## [PROBLEM STATEMENT]
Verbatim copy, images omitted: return the full listing.

════

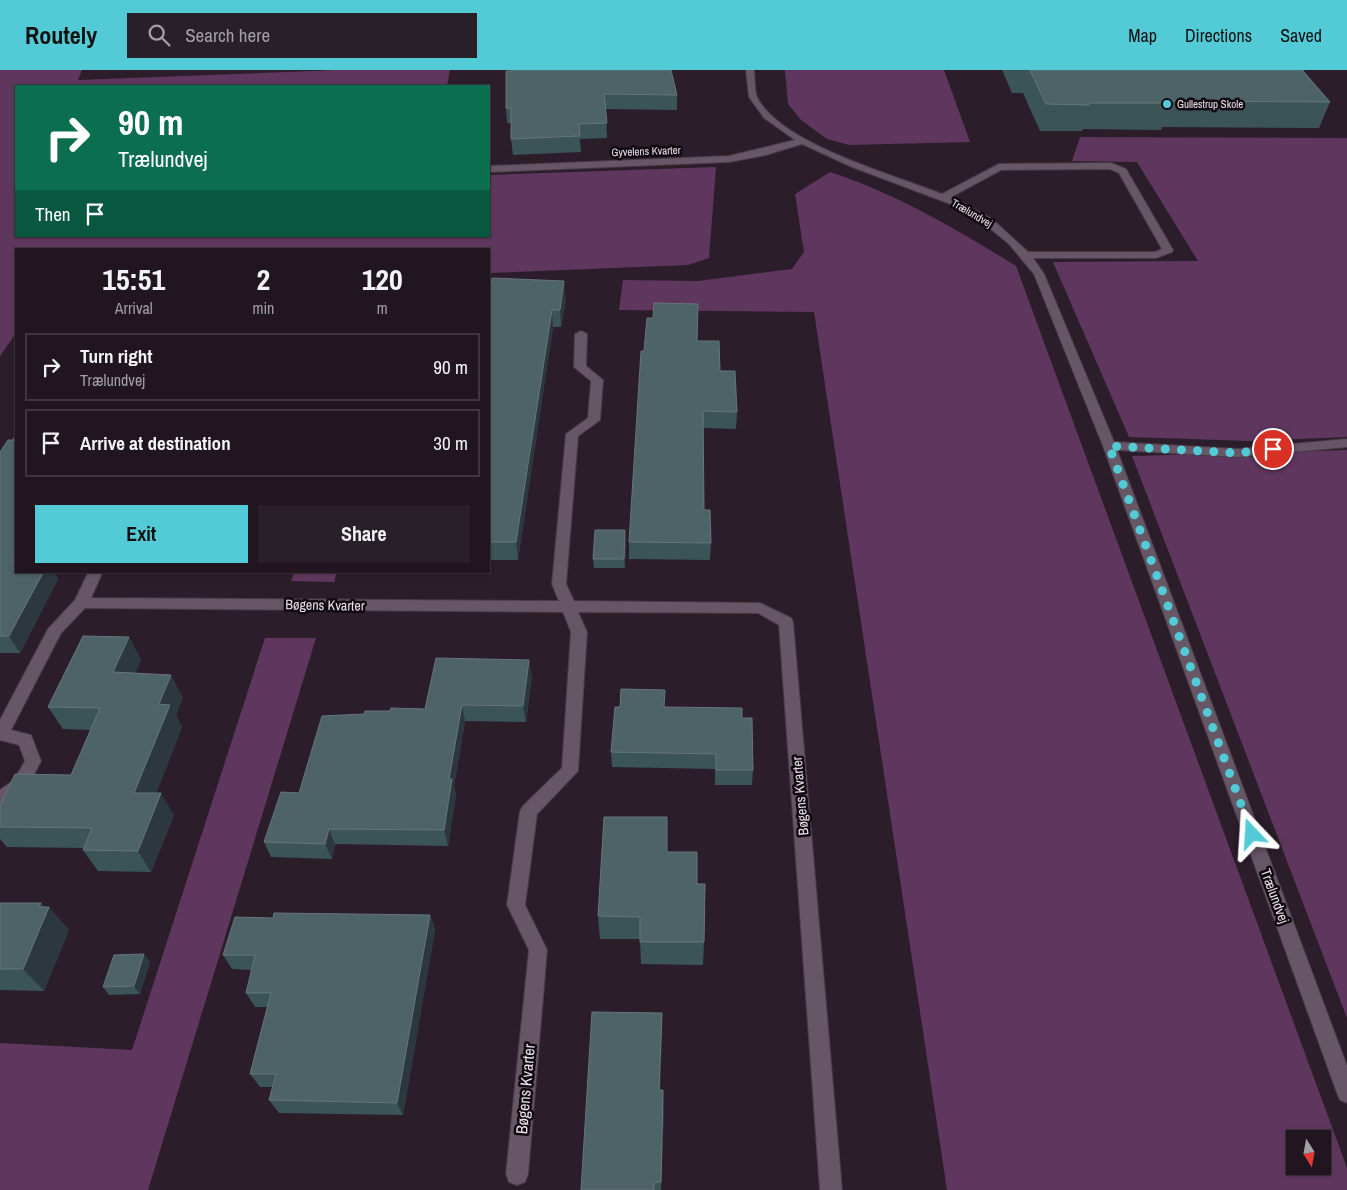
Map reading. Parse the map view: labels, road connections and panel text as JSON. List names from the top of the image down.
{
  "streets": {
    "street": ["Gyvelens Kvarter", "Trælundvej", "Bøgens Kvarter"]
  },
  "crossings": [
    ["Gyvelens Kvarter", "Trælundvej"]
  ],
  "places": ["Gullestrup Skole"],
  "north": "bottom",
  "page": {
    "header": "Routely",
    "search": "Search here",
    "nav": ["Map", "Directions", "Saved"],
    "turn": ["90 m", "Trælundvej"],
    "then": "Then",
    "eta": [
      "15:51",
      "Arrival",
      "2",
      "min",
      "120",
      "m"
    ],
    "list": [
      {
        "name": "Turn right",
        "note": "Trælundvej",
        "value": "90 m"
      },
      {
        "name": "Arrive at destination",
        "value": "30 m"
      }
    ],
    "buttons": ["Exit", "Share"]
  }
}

════

## [RESPONSE BOX]
Map reading. Parse the map view: labels, road connections and panel text as JSON. List names from the top of the image down.
{
  "streets": {
    "street": ["Gyvelens Kvarter", "Trælundvej", "Bøgens Kvarter"]
  },
  "crossings": [
    ["Gyvelens Kvarter", "Trælundvej"]
  ],
  "places": ["Gullestrup Skole"],
  "north": "bottom",
  "page": {
    "header": "Routely",
    "search": "Search here",
    "nav": ["Map", "Directions", "Saved"],
    "turn": ["90 m", "Trælundvej"],
    "then": "Then",
    "eta": [
      "15:51",
      "Arrival",
      "2",
      "min",
      "120",
      "m"
    ],
    "list": [
      {
        "name": "Turn right",
        "note": "Trælundvej",
        "value": "90 m"
      },
      {
        "name": "Arrive at destination",
        "value": "30 m"
      }
    ],
    "buttons": ["Exit", "Share"]
  }
}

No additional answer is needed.